1. Field of the Invention
This invention relates to an insulated gate field effect transistor of the self-aligned type, (otherwise called a self-aligned IGFET), especially to a self-aligned IGFET with an extended gate electrode end.
2. Description of the Prior Art
Self-aligned IGFETS have been manufactured using silicon gate technology which can provide high production yields and high density when incorporated in integrated circuits. According to this silicon gate technology, the surface of a semiconductor substrate is exposed at its active region including a source region, a drain region and a channel region. A new gate insulator is formed on the active region by thermal oxidation. A silicon gate electrode is then formed on an area including the channel region. Then, the new gate insulator is etched away only at the source and drain regions, while leaving it under the silicon gate electrode. The next process is to diffuse an impurity into the exposed areas of the substrate to form the source and drain regions using the silicon gate electrode as a diffusion mask. It is therefore not necessary to align the gate electrode with the source and drain regions. Thus, the gate electrode is automatically aligned.

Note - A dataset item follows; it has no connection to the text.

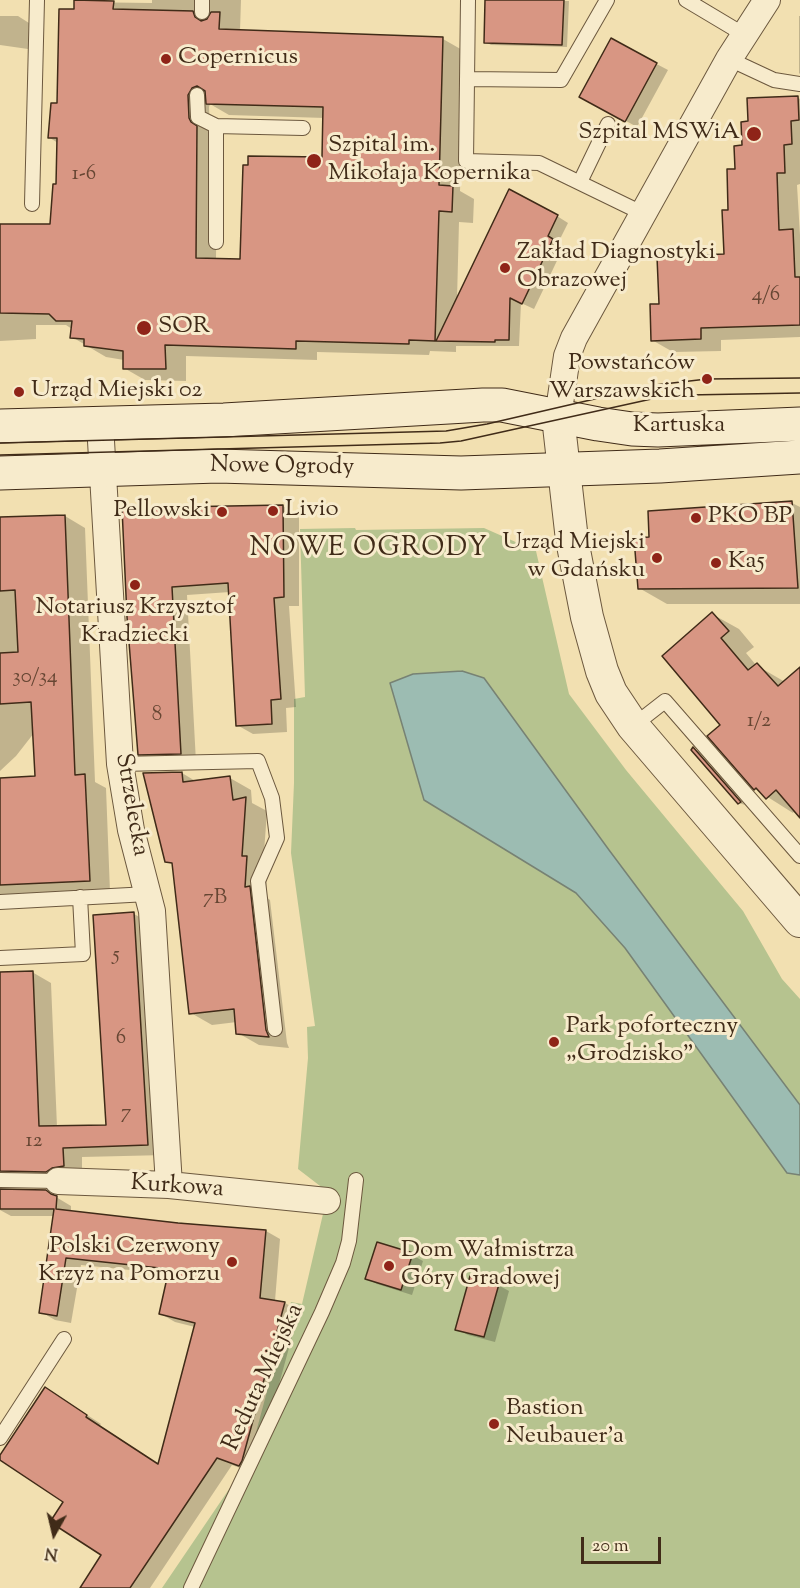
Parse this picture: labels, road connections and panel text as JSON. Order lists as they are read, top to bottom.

Accordingly, the silicon gate technology is often referred to as being of the self-aligned type.
Referring to FIG. 1, a plan view is shown of the structure of an IGFET as incorporated in an integrated circuit. The source region 5 is opposite to the drain region 6 at the channel region 7. The extended regions 5a and 6a of the source and drain regions 5 and 6 are included to provide conductive paths. The gate electrode 4 is extended in another direction for the wiring interconnective and in the same direction as that of source and drain regions 5a and 6a by "d" on the field oxide layer 2. The distance "d" is for ensuring a predetermined channel width in spite of mechanical alignment error. The distance "a" is for the same purpose. Therefore, the distance "c" between the extended regions 5a and 6a is controlled by the gate width "b" and the error "2a".
FIG. 2, is a partial cross section of the IGFET shown in FIG. 1 at the line I--I.
In FIG. 2, the substrate 1 is typically comprised of silicon. The thickness of the field oxide layer 2 is typically about 1 micron meter. The gate insulator 3 is typically comprised of silicon dioxide and is about 1000 angstroms thick. An insulating layer 2 covering the surface of the substrate 1 is not shown in FIG. 1 for the sake of simplicity.
U.S. Pat. No. 3,699,646 discloses a method for simultaneously completing the formation of a contact, a wiring interconnection, a gate and a source or drain.
The method disclosed in the above patent is used in conjunction with the process of manufacturing the IGFET transistor circuit configuration of the present invention.